Les faits étant de la sorte analysés et classés, le socialisme se demande si, pour provoquer cet équilibre du crédit et du revenu, il ne serait pas possible d'agir directement, non sur les capitaux, remarquez-le bien, mais sur la circulation; s'il ne serait pas possible d'organiser cette circulation, de manière à produire tout d'un coup entre les capitalistes et les producteurs, deux termes actuellement en opposition, mais que la théorie démontre devoir être synonymes, l'équivalence des prestations, en d'autres termes, l'égalité des fortunes.
À cette question, le socialisme répond encore: Oui, cela est possible, et de plusieurs manières.
Supposons d'abord, pour nous renfermer dans les conditions du crédit actuel, lequel s'effectue surtout par l'entremise du numéraire; supposons que tous les producteurs de la République, au nombre de plus de dix millions, se cotisent chacun pour une somme représentant 1 pour 100 seulement de leur capital. Cette cotisation de 1 pour 100 sur la totalité du capital mobilier et immobilier du pays, formerait une somme de UN MILLIARD.

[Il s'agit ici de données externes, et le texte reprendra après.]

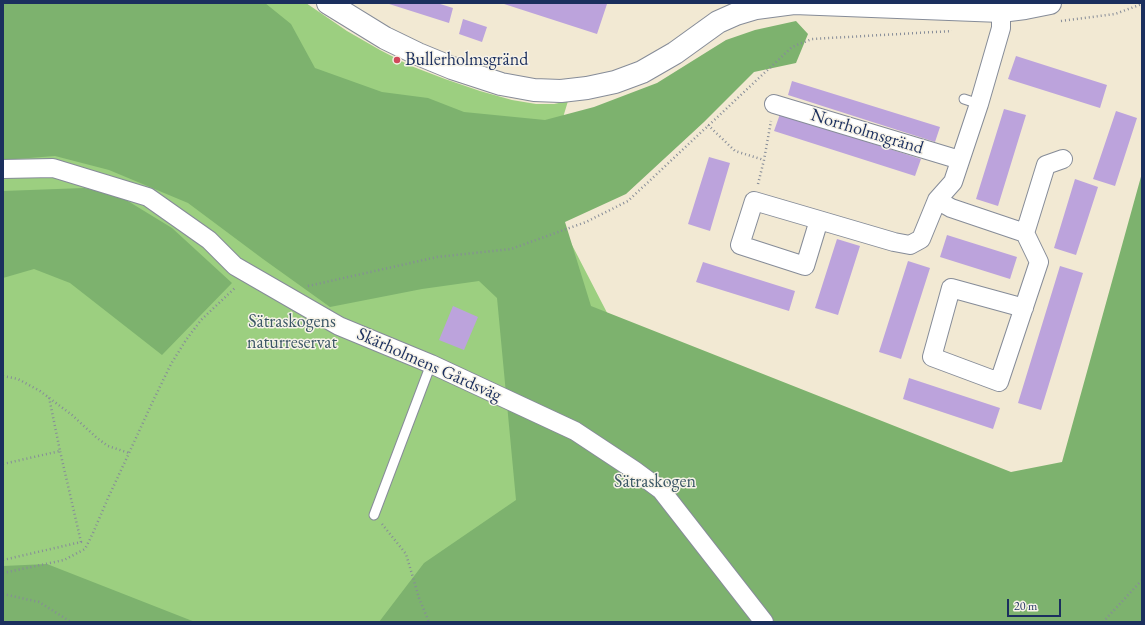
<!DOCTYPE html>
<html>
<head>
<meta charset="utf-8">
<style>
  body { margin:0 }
  #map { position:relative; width:1145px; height:625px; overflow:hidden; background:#f2e9d3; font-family:"EB Garamond",serif }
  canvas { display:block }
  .frame { position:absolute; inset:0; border:4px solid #1b2f5e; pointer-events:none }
  .scale { position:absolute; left:1007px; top:599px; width:54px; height:18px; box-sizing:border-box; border:2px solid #1b2f5e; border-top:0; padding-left:5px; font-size:12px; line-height:14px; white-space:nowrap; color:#1b2f5e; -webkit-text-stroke:3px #f7f3e8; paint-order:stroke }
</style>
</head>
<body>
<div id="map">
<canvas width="1145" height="625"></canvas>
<div class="frame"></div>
<div class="scale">20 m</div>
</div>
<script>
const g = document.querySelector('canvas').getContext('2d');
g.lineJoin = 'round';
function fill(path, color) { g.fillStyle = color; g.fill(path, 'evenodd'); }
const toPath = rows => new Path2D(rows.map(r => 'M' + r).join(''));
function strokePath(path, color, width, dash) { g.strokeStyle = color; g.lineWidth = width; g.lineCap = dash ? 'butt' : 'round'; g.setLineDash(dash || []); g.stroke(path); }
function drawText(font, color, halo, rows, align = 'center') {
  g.font = font + ' "EB Garamond",serif'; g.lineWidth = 3; g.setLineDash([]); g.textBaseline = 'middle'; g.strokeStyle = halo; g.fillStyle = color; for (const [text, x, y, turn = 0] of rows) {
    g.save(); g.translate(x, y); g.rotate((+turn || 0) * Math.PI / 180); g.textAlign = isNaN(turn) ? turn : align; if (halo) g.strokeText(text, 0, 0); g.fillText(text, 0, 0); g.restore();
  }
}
fill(toPath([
  [3,3,306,3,347,31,380,50,411,66,445,79,480,91,512,100,536,104,554,104,568,101,542,187,632,361,1142,605,1142,622,3,622]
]), '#9ccf80');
fill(toPath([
  [3,3,265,3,291,24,315,68,382,92,428,98,464,112,545,120,594,107,657,83,726,40,755,30,796,21,808,34,796,63,754,72,704,122,626,194,565,222,591,306,1011,472,1062,462,1142,173,1142,622,379,622,424,563,516,500,497,298,479,281,422,289,330,307,263,259,188,203,109,170,55,156,3,160],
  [84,188,118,195,172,228,232,283,162,355,70,283,34,269,3,278,3,191],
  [47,564,195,622,3,622,3,566]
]), '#7db26e');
fill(toPath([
  [386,3,437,3,453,8,449,23],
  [501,3,605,3,607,4,597,34],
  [463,19,487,27,482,42,459,34],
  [1016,56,1107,85,1100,108,1008,79],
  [792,81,940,127,935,142,788,95],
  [1004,109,1026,115,998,206,976,199],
  [1116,111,1137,118,1115,186,1093,179],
  [780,114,921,159,915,176,774,131],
  [709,157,730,163,710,231,688,224],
  [1075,179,1098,187,1076,255,1054,248],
  [947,235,1017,257,1010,279,940,257],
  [837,239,860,246,838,315,815,308],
  [908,261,930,268,901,359,879,352],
  [703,262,795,291,789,311,696,282],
  [1060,266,1083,273,1041,410,1018,403],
  [453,306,478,317,464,350,439,340],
  [909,378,1000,408,993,429,903,399]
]), '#bca3dc');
const lane = toPath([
  [964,99,979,104],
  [374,515,431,364]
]);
const street = toPath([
  [774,104,960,160],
  [3,169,53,168,148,197,209,240,235,266,339,326,431,364,575,431,634,470,661,490,764,622],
  [937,200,951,208,1025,233,1046,165,1063,159],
  [819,220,805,266,740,245,754,201,819,220,894,242,910,245,921,239,937,200,953,182,979,104,1001,28,1001,11],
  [1024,308,951,288,932,357,999,382,1039,262,1025,233]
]);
const secondary = toPath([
  [328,3,385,38,418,54,452,68,501,84,534,90,561,91,587,88,615,82,642,72,675,53,718,22,736,14,756,8,794,3,1001,11,1025,8,1050,3]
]);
strokePath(lane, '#868c98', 11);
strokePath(street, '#868c98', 20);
strokePath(secondary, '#868c98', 24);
strokePath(toPath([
  [1061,21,1115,14,1142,4],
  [708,125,735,151,764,160],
  [758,184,764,160,771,121],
  [308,286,437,257,511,249,586,222,628,201,792,47,812,39,952,31],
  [3,376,18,379,40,391,72,415,97,438,108,446,129,453],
  [3,464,60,451,49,397],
  [382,524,406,554,419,598,429,622],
  [3,560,81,542,60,451],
  [3,573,64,560,85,549,93,533,108,498,129,453,153,401,171,364,186,340,201,320,236,287],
  [3,594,39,602,71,622],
  [1103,622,1142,580]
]), '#868c98', 2.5, [1, 3]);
strokePath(lane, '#fff', 9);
strokePath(street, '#fff', 18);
strokePath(secondary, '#fff', 22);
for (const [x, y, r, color] of [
  [397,60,4,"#d1495b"]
]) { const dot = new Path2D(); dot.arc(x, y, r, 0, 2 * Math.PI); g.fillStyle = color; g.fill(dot); strokePath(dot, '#f7f3e8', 1.5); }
drawText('18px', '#1b2f5e', '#f7f3e8', [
  ["Bullerholmsgränd",405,60]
], 'left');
drawText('18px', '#1b2f5e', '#f7f3e8', [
  ["Norrholmsgränd",867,132,17],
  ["Skärholmens Gårdsväg",429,365,24]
]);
drawText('18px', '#3b5766', '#f7f3e8', [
  ["Sätraskogens",292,322],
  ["naturreservat",292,343],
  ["Sätraskogen",655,482]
]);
</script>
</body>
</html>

Supposons qu'à l'aide de cette cotisation une banque soit fondée, en concurrence de la Banque mal nommée de France, et faisant l'escompte et le crédit sur hypothèque, à 1/2 pour 100.
Il est évident, en premier lieu, que l'escompte des valeurs de commerce se faisant à 1/2 pour 100, le prêt sur hypothèque à 1/2 pour 100, la commandite, etc., à 1/2 pour 100, le capital monnaie serait immédiatement frappé, entre les mains de tous les usuriers et prêteurs d'argent, d'improductivité absolue; l'intérêt serait nul, le crédit gratuit.
Si le crédit commercial et hypothécaire, en autres termes, si le capital argent, le capital dont la fonction est exclusivement de circuler était gratuit, le capital maison le deviendrait lui-même bientôt; les maisons ne seraient plus en réalité capital, elles seraient marchandise, cotée à la Bourse comme les eaux-de-vie et les fromages, et louée ou vendue, deux termes devenus alors synonymes, À PRIX DE REVIENT.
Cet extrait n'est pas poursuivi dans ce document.